Therefore, application of the classical trapezoidal rule to Eqs. (50) and (52) leads eventually to

$$ [\mathcal{A}(\underline {p} - A^{T} \overline{M}\left. {{\underline {\mu } })]} \right|_{{t_{m} }}^{{t_{m + 1} }} - \tfrac{1}{2}\Delta t\,({\mathcal{A}}_{m} {\underline {\fancyscript{f}} }_{m} + {\mathcal{A}}_{m + 1} {\underline {\fancyscript{f}} }_{m + 1} ) = \underline {0} , $$
(54)

and

$$ [\overline{M}\,\left. {\underline {\dot{\psi }} ]} \right|_{{t_{m} }}^{{t_{m + 1} }} + \tfrac{1}{2}\Delta t({\underline {\fancyscript{h}} }_{\,m + 1} + {\underline {\fancyscript{h}} }_{\,m} ) = \underline {0} , $$
(55)

respectively. Equations (54) and (55) comprise a set of nonlinear algebraic equations, having the structure of Eq. (43). Then, the residual covector of the last set of equations, defined by Eq. (48), takes the form

$${\underset\thicksim{R} }_{\,T} = (\begin{array}{*{20}c} {{\underset{\raise0.3em\hbox{$\smash{\scriptscriptstyle\thicksim}$}}{R} }_{v} }\,\,\, & \quad {{\underset{\raise0.3em\hbox{$\smash{\scriptscriptstyle\thicksim}$}}{R} }_{\mu } } \\ \end{array} ), $$
(56)

where \(\underset{\raise0.3em\hbox{$\smash{\scriptscriptstyle\thicksim}$}}{\mathcal{R}}_{v}\) and \(\underset{\raise0.3em\hbox{$\smash{\scriptscriptstyle\thicksim}$}}{\mathcal{R}}_{\mu }\) is the numerical residual of Eq. (54) and (55), respectively.
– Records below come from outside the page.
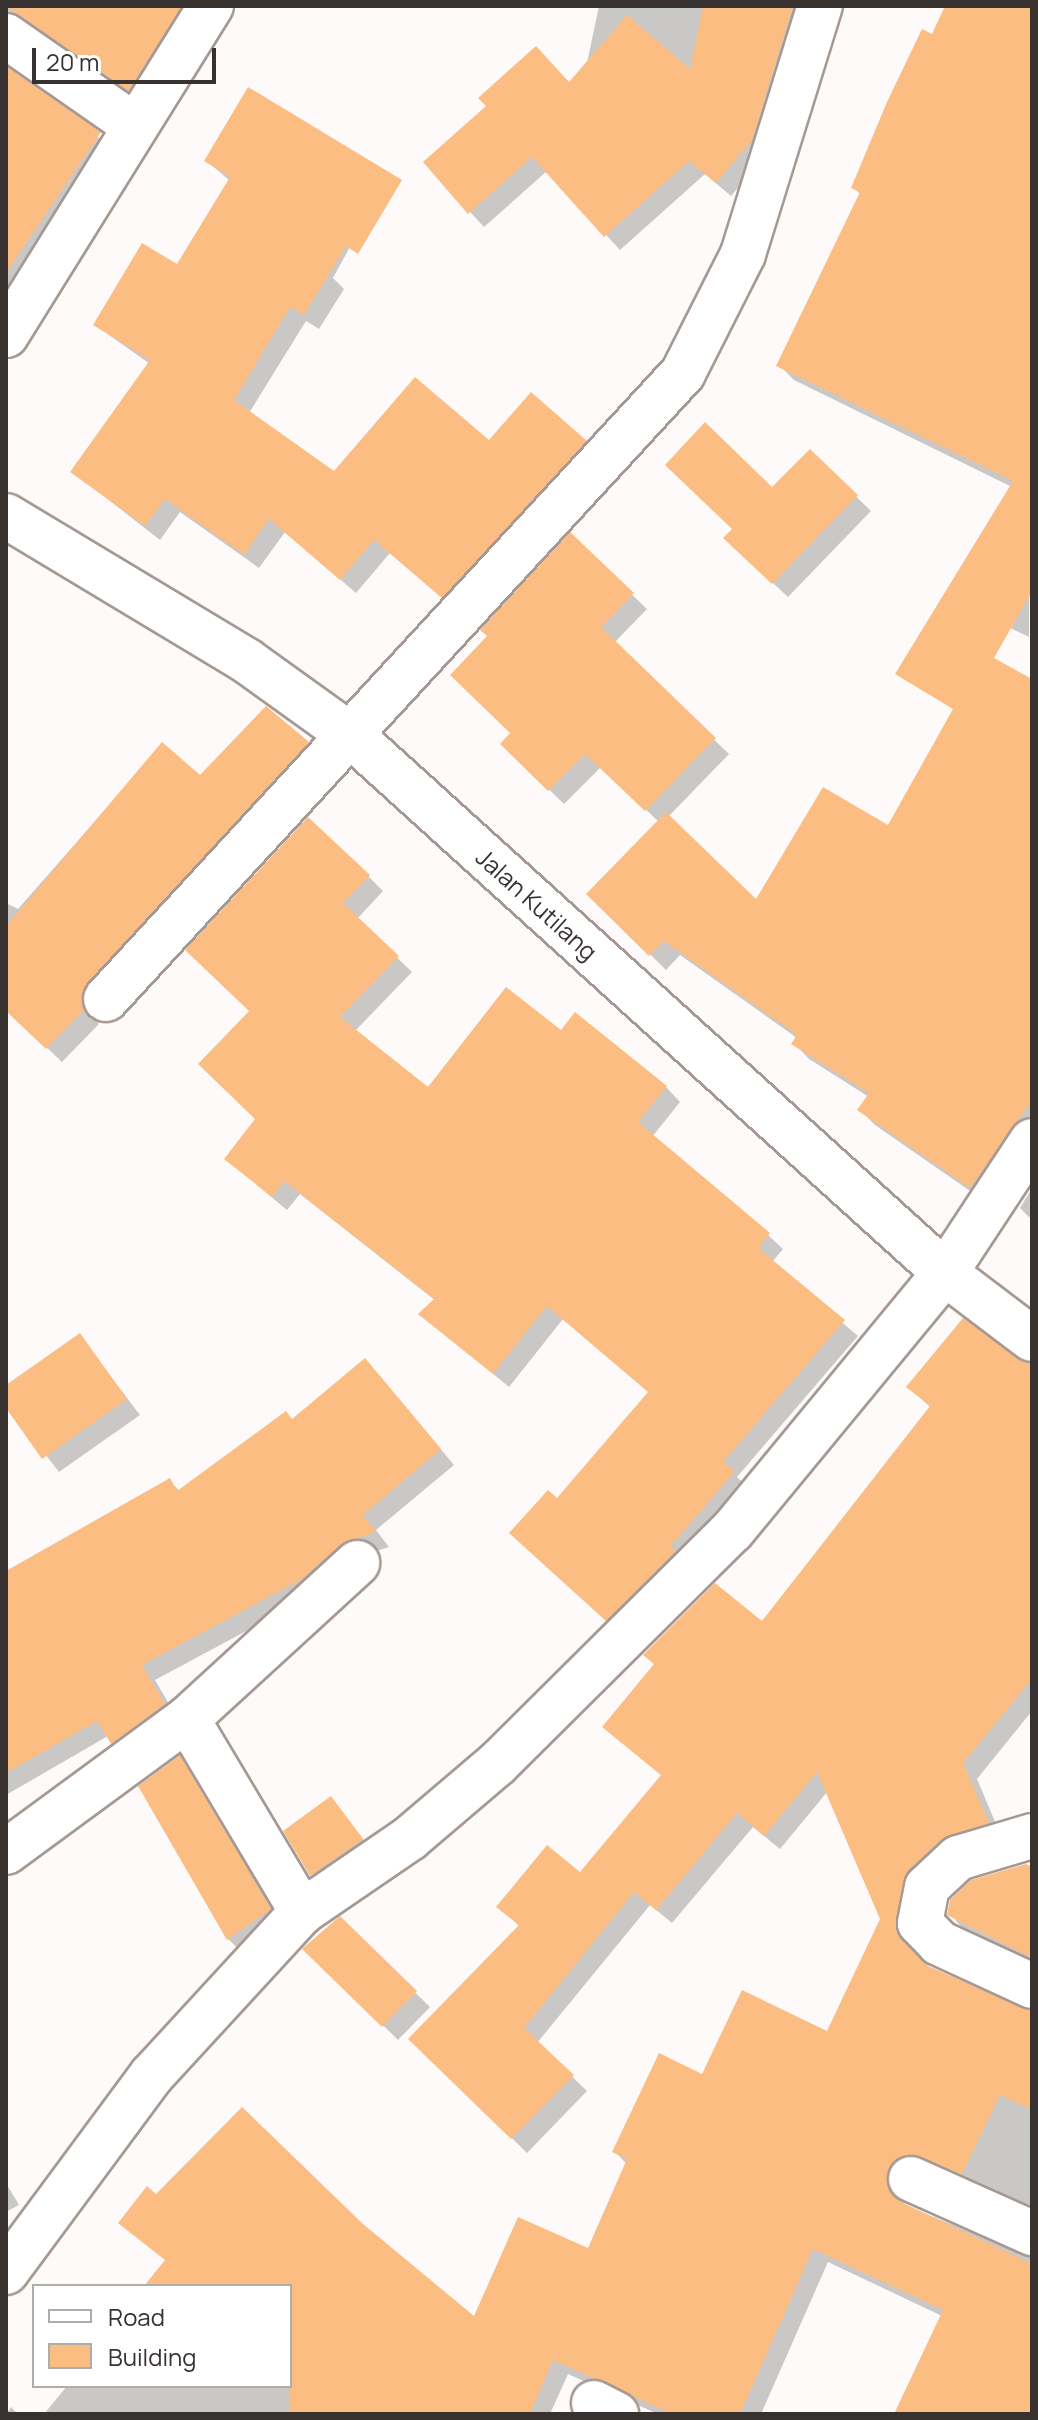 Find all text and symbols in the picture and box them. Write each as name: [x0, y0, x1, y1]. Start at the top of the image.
scale bar: [36, 32, 220, 82]
text: 20 m: [46, 45, 99, 78]
street label: Jalan Kutilang: [471, 842, 603, 966]
legend: [32, 2284, 292, 2388]
text: Road: [108, 2300, 165, 2333]
text: Building: [108, 2340, 196, 2373] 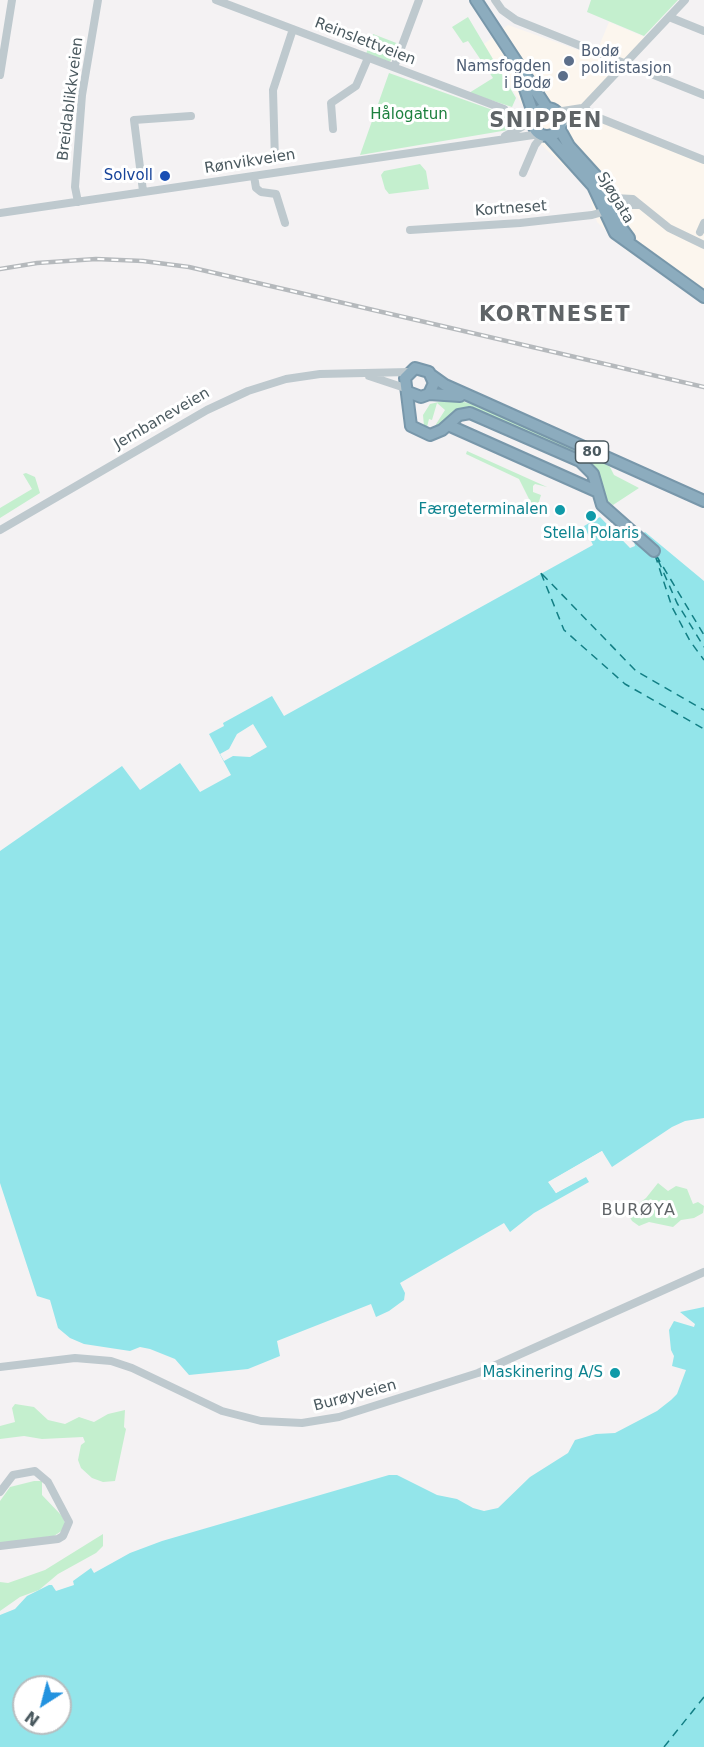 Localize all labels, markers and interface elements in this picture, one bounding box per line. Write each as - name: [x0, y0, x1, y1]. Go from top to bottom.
- street label: Reinslettveien: [312, 14, 418, 70]
- street label: Breidablikkveien: [54, 36, 88, 162]
- place label: Bodø politistasjon: [581, 43, 672, 78]
- marker: Bodø politistasjon: [562, 54, 576, 68]
- place label: Namsfogden i Bodø: [456, 58, 551, 93]
- marker: Namsfogden i Bodø: [556, 69, 570, 83]
- park label: Hålogatun: [370, 106, 448, 124]
- district label: SNIPPEN: [489, 109, 603, 135]
- street label: Rønvikveien: [203, 146, 297, 178]
- place label: Solvoll: [104, 167, 153, 185]
- marker: Solvoll: [158, 169, 172, 183]
- street label: Sjøgata: [593, 169, 637, 227]
- street label: Kortneset: [474, 198, 548, 220]
- district label: KORTNESET: [479, 303, 631, 329]
- street label: Jernbaneveien: [111, 384, 213, 454]
- road number: 80: [576, 441, 608, 463]
- place label: Færgeterminalen: [419, 501, 548, 519]
- marker: Færgeterminalen: [553, 503, 567, 517]
- marker: Stella Polaris: [584, 509, 598, 523]
- place label: Stella Polaris: [543, 525, 639, 543]
- district label: BURØYA: [602, 1201, 676, 1221]
- place label: Maskinering A/S: [482, 1364, 603, 1382]
- marker: Maskinering A/S: [608, 1366, 622, 1380]
- street label: Burøyveien: [312, 1376, 398, 1416]
- north arrow: [12, 1675, 72, 1735]
- text: N: [21, 1707, 43, 1730]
Then, the square of the norm of the total residual is evaluated in the form

$$ ||\underset{\raise0.3em\hbox{$\smash{\scriptscriptstyle\thicksim}$}}{\mathcal{R}} _{T} ||^{2} = \begin{array}{*{20}c} \left( {\underset{\raise0.3em\hbox{$\smash{\scriptscriptstyle\thicksim}$}}{\mathcal{R}} _{v}^{T} } \quad {\underset{\raise0.3em\hbox{$\smash{\scriptscriptstyle\thicksim}$}}{\mathcal{R}} _{\mu }^{T} }\right) \\ \end{array} \left[ {\begin{array}{*{20}{c}} {{M^{ - 1}}}&0 \\ 0&{{{\bar M}^{ - 1}}} \end{array}} \right]\left( {\begin{array}{*{20}c} {\underset{\raise0.3em\hbox{$\smash{\scriptscriptstyle\thicksim}$}}{\mathcal{R}} _{{v}} } \\ {\underset{\raise0.3em\hbox{$\smash{\scriptscriptstyle\thicksim}$}}{\mathcal{R}} _{{\mu }} } \\ \end{array} } \right) = \underset{\raise0.3em\hbox{$\smash{\scriptscriptstyle\thicksim}$}}{\mathcal{R}} _{v}^{T} M^{{ - 1}} \underset{\raise0.3em\hbox{$\smash{\scriptscriptstyle\thicksim}$}}{\mathcal{R}} _{v} + \underset{\raise0.3em\hbox{$\smash{\scriptscriptstyle\thicksim}$}}{\mathcal{R}} _{\mu }^{T} \bar{M}^{{ - 1}} \underset{\raise0.3em\hbox{$\smash{\scriptscriptstyle\thicksim}$}}{\mathcal{R}} _{\mu } $$
(57)

Likewise, the square of the norm of the residual of the equation constraints, given by Eq. (6), is obtained by

$$ ||{\underline {\mathcal{R}} }_{C}^{T} ||^{2} = \underline {\dot{\psi }}^{T} \overline{M}\;\underline {\dot{\psi }} . $$
(58)

For a given tolerance level, the calculations are assumed to have converged when both \(||{\underset{\raise0.3em\hbox{$\smash{\scriptscriptstyle\thicksim}$}}{\mathcal{R}} }_{T} ||\) and \(||{\underline {\mathcal{R}} }_{\,C} ||\) are smaller than the selected tolerance value.

5 Numerical results

In this section, a set of characteristic results is presented for three challenging mechanical examples. Special emphasis is placed on highlighting the advantages of the integration scheme developed. For this, the attention is focused on comparing numerical results with analytical results as well as with similar results arising by employing standard DAE solvers for two classical nonholonomic systems. Finally, comparison with results for a benchmark problem involving nonholonomic constraints is also performed.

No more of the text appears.